(Saved data entries)
■ ■ ■ ■ ■ ■ ■
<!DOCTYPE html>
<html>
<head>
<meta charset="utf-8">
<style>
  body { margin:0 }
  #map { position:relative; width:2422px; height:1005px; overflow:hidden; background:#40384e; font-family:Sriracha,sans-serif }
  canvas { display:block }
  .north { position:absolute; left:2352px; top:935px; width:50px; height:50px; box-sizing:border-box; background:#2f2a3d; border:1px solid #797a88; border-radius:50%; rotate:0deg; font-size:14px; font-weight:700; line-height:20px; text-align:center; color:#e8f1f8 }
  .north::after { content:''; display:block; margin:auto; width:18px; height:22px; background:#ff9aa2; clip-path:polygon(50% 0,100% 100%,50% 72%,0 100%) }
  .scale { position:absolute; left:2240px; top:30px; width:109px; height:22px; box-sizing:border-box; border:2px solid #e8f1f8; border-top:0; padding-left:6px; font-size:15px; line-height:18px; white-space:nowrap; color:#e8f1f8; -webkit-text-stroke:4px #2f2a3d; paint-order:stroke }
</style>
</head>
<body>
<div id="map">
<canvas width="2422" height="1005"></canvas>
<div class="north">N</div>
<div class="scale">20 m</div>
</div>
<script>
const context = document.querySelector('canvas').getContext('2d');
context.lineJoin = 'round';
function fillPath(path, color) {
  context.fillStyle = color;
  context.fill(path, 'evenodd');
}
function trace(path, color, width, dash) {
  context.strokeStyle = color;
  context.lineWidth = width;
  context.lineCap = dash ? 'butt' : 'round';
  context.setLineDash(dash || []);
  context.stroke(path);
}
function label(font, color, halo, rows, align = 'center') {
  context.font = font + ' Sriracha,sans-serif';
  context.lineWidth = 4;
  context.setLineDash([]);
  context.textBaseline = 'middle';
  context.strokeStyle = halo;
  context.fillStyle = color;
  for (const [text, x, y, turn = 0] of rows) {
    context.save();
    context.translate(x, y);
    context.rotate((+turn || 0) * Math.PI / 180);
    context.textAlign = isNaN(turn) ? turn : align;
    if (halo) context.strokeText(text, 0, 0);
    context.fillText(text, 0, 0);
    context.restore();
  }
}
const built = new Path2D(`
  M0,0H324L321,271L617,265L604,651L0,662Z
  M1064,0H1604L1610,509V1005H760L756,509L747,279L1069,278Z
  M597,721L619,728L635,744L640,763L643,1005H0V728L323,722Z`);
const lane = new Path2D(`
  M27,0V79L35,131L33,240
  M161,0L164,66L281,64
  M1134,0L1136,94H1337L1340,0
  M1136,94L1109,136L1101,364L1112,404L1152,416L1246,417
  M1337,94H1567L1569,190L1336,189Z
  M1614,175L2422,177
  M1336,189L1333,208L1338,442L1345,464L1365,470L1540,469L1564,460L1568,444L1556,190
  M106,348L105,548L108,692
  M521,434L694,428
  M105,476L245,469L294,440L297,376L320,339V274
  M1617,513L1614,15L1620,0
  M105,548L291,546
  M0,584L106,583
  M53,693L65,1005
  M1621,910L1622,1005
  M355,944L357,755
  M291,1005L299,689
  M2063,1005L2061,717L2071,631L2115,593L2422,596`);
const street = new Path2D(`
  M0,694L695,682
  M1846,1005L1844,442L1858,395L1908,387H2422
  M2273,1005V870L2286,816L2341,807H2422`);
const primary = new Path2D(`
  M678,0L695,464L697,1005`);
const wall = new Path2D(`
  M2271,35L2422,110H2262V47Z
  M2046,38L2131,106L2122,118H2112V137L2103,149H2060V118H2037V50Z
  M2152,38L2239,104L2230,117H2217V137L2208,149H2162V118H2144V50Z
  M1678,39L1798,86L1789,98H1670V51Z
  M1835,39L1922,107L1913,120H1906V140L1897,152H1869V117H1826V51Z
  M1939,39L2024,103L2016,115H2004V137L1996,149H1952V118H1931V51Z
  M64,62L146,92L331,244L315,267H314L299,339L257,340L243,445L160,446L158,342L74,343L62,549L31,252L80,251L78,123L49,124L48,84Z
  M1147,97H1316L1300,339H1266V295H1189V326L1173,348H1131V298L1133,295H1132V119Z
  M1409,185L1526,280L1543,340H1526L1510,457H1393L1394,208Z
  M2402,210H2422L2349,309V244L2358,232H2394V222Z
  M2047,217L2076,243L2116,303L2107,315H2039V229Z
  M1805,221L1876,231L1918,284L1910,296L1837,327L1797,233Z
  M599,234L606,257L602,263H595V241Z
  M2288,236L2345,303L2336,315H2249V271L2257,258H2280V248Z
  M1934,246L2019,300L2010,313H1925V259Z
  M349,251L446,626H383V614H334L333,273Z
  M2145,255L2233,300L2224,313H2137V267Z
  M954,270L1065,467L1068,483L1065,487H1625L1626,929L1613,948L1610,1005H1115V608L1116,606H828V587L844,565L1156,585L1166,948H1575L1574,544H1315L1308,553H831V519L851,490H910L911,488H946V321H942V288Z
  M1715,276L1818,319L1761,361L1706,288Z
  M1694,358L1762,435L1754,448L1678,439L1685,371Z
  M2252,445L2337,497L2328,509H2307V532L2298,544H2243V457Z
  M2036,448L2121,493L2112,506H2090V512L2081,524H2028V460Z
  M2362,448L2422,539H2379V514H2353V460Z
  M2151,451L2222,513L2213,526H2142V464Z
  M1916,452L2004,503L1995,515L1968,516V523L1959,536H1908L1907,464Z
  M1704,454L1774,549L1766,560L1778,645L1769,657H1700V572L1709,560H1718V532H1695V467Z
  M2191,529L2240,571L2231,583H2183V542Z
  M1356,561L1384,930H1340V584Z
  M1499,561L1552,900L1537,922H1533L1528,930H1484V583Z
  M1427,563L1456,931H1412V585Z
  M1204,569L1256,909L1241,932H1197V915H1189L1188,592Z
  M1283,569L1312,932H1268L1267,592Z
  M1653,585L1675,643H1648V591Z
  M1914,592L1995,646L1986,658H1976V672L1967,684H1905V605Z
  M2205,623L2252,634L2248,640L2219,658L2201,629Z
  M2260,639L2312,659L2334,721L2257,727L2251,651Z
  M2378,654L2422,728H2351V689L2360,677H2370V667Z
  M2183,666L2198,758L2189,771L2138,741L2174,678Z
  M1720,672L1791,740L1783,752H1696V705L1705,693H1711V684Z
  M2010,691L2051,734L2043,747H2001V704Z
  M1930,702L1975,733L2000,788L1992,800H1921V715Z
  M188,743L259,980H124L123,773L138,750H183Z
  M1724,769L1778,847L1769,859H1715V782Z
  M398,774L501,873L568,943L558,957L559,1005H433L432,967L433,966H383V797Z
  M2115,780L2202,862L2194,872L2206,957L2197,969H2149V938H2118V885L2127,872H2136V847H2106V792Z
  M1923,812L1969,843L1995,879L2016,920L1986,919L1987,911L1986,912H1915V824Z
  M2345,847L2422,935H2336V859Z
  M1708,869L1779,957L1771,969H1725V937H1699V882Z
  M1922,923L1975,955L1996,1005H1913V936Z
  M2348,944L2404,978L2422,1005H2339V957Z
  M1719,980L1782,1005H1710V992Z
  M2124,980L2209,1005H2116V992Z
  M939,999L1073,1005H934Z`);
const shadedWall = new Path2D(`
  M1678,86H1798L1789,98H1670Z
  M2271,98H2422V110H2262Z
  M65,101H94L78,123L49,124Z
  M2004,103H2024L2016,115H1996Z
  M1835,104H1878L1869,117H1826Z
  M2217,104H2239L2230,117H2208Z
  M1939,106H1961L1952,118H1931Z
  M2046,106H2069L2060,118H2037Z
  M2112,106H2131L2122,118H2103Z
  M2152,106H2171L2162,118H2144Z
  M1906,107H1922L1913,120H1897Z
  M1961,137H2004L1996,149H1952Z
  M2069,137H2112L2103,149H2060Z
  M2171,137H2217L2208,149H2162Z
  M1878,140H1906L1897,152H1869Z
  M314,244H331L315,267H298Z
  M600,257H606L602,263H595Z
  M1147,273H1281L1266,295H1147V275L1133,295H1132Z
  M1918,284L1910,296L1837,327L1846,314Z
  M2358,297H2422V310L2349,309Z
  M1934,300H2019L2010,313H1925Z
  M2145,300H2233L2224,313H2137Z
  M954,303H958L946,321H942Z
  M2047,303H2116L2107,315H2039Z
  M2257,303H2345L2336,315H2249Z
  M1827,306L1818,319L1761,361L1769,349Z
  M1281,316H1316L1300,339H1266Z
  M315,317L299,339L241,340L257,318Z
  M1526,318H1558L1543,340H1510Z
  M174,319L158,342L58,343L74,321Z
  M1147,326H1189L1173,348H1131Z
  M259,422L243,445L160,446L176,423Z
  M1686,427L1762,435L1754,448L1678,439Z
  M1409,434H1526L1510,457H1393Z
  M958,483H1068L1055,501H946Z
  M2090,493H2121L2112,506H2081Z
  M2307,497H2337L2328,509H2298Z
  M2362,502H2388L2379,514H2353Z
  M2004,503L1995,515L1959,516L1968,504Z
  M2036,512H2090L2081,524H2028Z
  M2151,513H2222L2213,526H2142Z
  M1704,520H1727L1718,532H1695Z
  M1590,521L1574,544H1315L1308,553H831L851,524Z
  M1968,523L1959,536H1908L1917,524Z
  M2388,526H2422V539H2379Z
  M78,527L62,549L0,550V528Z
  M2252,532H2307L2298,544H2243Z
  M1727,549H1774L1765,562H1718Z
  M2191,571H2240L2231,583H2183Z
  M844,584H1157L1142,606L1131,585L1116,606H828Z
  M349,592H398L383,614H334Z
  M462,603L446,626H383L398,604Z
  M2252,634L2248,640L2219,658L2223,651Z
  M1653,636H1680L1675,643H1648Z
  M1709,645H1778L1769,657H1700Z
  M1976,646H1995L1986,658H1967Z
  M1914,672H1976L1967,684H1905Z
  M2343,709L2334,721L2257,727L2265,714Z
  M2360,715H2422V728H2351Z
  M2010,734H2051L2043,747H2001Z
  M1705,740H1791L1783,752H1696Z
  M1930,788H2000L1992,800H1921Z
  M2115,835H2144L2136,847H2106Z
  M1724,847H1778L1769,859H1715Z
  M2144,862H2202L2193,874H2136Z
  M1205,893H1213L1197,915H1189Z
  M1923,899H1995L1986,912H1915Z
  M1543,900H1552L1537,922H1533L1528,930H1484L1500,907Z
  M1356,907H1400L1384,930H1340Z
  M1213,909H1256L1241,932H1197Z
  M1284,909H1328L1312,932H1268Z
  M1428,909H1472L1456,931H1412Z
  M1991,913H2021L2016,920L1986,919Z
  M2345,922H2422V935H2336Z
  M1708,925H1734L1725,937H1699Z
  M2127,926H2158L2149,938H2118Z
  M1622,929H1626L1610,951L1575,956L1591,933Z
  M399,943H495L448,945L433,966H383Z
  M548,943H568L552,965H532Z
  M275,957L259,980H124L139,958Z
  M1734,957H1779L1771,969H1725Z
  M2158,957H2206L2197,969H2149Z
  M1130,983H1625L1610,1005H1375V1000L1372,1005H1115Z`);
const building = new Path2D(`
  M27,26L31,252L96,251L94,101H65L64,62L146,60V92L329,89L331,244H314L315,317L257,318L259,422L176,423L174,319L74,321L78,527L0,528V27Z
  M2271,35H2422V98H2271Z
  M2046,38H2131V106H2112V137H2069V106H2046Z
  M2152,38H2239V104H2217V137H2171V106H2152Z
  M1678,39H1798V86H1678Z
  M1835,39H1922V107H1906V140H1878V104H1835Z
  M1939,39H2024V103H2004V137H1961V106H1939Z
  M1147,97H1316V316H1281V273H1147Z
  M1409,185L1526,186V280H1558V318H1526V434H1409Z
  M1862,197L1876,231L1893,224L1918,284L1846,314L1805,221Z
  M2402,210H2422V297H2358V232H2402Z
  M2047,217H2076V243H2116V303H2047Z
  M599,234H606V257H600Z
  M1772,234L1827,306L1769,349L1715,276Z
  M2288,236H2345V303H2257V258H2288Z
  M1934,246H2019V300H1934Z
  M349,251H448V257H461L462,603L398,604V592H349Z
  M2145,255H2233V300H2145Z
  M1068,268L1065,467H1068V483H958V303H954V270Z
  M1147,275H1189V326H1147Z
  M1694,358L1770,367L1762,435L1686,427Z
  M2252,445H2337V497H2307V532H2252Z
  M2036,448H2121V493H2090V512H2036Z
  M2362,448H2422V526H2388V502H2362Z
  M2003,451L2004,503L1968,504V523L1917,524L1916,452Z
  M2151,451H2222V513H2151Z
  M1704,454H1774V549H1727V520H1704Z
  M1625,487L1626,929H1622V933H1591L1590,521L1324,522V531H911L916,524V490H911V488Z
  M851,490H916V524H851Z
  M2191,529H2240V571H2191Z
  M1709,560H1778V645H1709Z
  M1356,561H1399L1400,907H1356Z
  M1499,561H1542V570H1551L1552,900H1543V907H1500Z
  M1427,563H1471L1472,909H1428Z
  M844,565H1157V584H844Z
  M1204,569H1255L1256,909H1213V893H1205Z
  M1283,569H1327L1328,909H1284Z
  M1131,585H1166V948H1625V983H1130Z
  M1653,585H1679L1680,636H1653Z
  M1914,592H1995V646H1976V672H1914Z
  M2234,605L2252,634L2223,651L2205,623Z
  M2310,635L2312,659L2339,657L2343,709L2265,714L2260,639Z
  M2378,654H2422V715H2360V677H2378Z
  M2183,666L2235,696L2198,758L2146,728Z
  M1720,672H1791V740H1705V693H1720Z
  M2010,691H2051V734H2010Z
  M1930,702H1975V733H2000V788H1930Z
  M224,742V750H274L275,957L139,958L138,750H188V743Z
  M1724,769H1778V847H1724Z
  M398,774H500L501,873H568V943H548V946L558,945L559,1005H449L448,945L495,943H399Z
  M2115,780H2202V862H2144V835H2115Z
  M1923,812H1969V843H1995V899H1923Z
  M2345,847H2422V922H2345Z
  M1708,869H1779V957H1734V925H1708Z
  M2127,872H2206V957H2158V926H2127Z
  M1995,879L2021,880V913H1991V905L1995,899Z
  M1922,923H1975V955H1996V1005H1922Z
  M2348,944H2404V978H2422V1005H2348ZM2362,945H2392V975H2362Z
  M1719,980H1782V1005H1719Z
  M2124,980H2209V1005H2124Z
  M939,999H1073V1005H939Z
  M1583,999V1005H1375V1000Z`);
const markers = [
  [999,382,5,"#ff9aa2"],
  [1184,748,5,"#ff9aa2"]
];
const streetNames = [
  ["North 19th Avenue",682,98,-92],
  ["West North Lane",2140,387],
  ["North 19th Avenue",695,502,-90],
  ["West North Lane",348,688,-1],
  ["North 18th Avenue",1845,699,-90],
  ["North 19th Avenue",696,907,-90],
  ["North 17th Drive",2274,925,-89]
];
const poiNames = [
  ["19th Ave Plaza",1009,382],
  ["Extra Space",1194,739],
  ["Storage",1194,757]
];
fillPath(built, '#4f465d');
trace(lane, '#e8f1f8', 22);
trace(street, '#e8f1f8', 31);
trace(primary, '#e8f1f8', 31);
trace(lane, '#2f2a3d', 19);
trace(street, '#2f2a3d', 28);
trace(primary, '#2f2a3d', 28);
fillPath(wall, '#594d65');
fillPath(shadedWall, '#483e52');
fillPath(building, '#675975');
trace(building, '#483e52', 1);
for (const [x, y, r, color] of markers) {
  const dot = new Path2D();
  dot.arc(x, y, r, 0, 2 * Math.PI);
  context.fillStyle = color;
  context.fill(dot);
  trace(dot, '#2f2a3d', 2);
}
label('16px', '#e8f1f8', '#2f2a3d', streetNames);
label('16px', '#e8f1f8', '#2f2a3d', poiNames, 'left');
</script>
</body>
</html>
■ ■ ■ ■ ■ ■ ■
*ASSIGNMENT*. Scan the entries above. Copy each line that has the string "setLineDash".

*REPLY TO THE TASK*.
  context.setLineDash(dash || []);
  context.setLineDash([]);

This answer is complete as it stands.